= Beginning of Section =

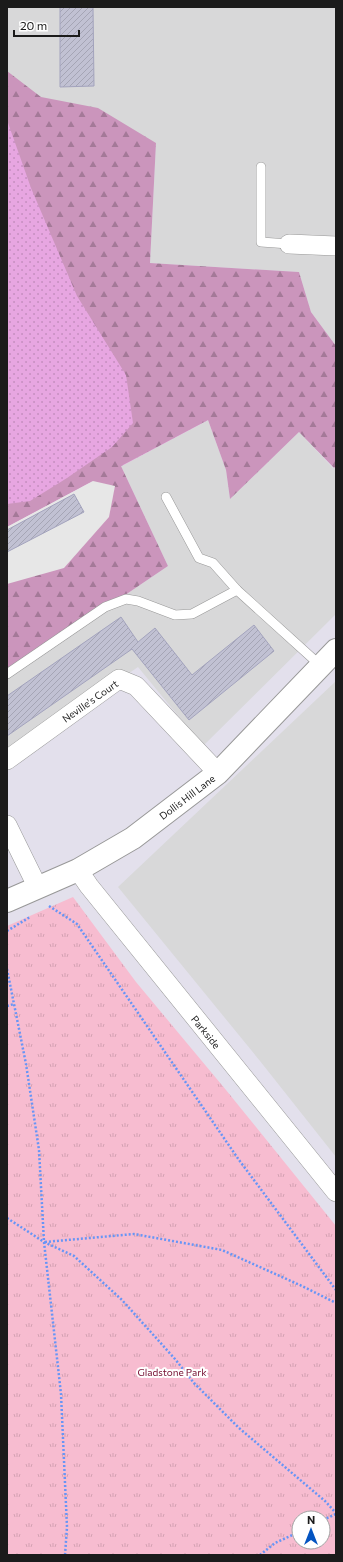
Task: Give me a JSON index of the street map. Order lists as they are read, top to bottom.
{
  "streets": {
    "street": ["Neville's Court", "Dollis Hill Lane", "Parkside"]
  },
  "crossings": [
    ["Neville's Court", "Dollis Hill Lane"],
    ["Dollis Hill Lane", "Parkside"]
  ],
  "parks": ["Gladstone Park"],
  "scale_bar": "20 m",
  "north": "top"
}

= End of Section =

- Goal of the exercise -
Output a verbatim copy of the entries and skip the pictures.

- Response below -
Task: Give me a JSON index of the street map. Order lists as they are read, top to bottom.
{
  "streets": {
    "street": ["Neville's Court", "Dollis Hill Lane", "Parkside"]
  },
  "crossings": [
    ["Neville's Court", "Dollis Hill Lane"],
    ["Dollis Hill Lane", "Parkside"]
  ],
  "parks": ["Gladstone Park"],
  "scale_bar": "20 m",
  "north": "top"
}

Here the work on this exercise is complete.